Oral surgery and sleep apnea
Sleep apnea is a medical condition that causes interruptions in your breathing while you sleep. These interruptions can last anywhere from a few seconds to several minutes and cause fatigue, attention deficit, memory problems and mental fogginess throughout the day.
Only after the exhaustion of non-surgical treatments will a surgical approach to treating sleep apnea be recommended. Patients that believe they may be suffering from sleep apnea should consult their doctor.
This post outlines a few of the surgical options available to reduce interruptions and restore normal breathing patterns.
The three types of sleep apnea
- Obstructed sleep apnea: In the most common form of sleep apnea, breathing interruptions are caused by a physical blockage in the patient’s airway.
- Central sleep apnea: Central sleep apnea results in breathing interruptions due to problems with the brain’s respiratory control center.
- Mixed sleep apnea: Patients suffering from mixed sleep apnea suffer from both mental and physical issues.
Maxillomandibular advancement is a surgical procedure where adjustments are made to the patients upper and lower jaw bones to reposition the jaw. The goal of maxillomandibular advancement is to change the structure of the patient’s mouth to move soft tissues such as the soft palate and tongue so that they do not obstruct their airway during sleep.

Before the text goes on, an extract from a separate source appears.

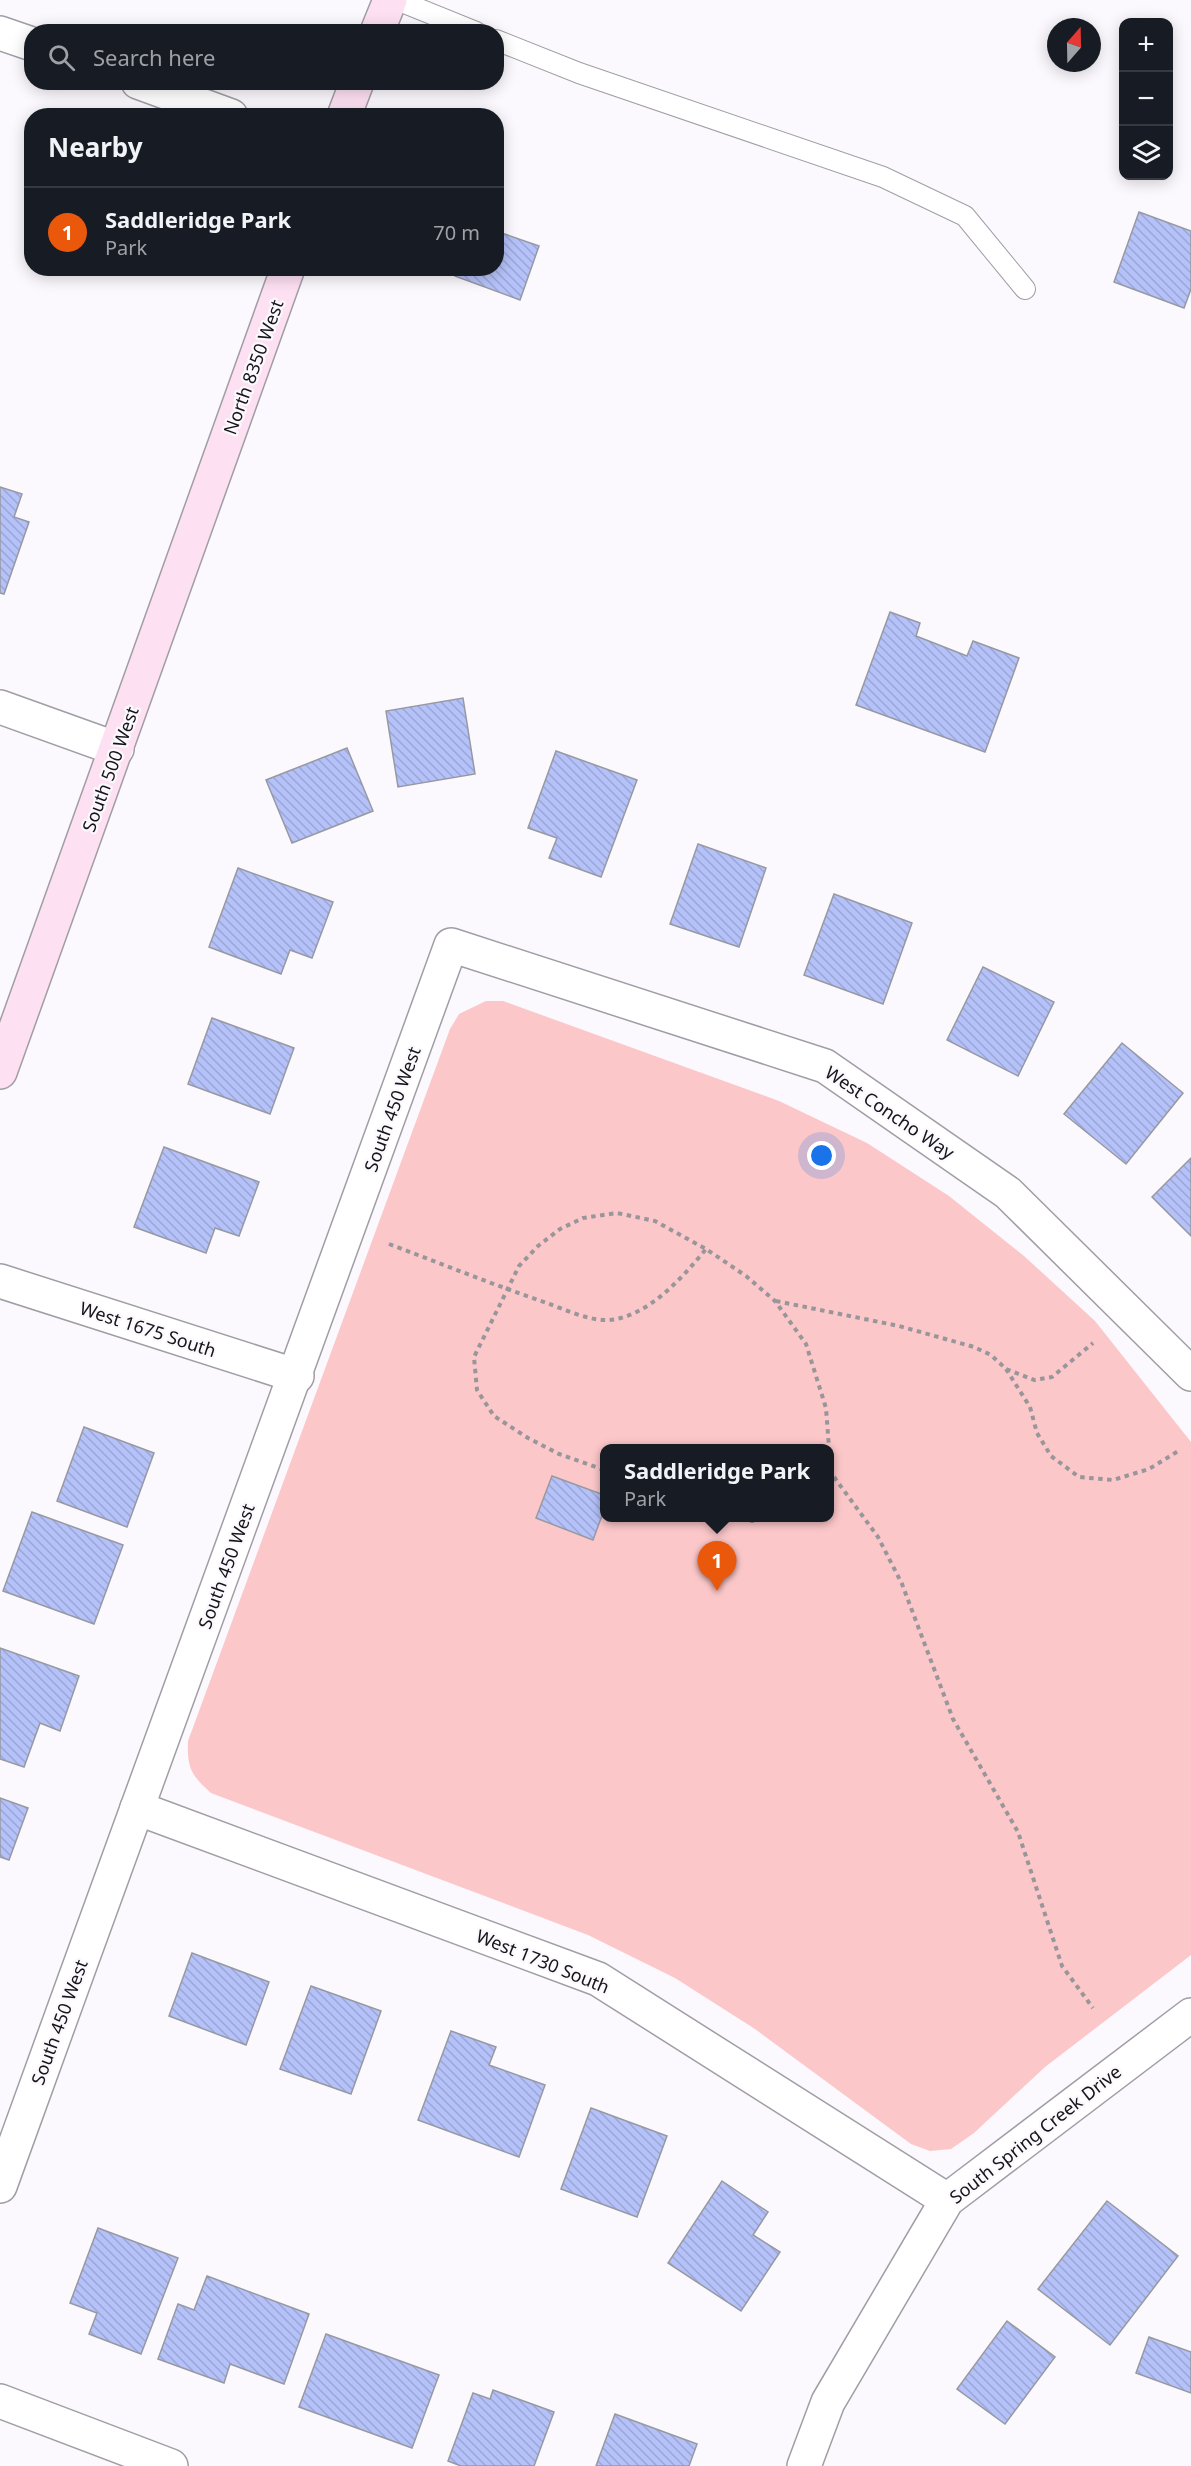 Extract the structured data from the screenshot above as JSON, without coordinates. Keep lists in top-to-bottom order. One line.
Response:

Modification of the soft palate
Two different surgical procedures can be used to change the shape of the soft palate when these soft tissues are observed to be the cause of a patient’s obstructed sleep apnea. In some cases, the soft palate is tightened and in other cases part of the palate must be removed.
One of the most common nasal surgeries for improved breathing and treatment of sleep apnea is to correct a deviated septum. Other nasal surgeries include the inspection of nasal passages for structural blockages that can be removed.
Tongue reduction surgery
Typically seen as a last resort, an oral surgeon may recommend tongue reduction surgery. By shrinking the size of a patient’s tongue, it is less likely that the tongue will fall back and obstruct the patient’s airway while sleeping.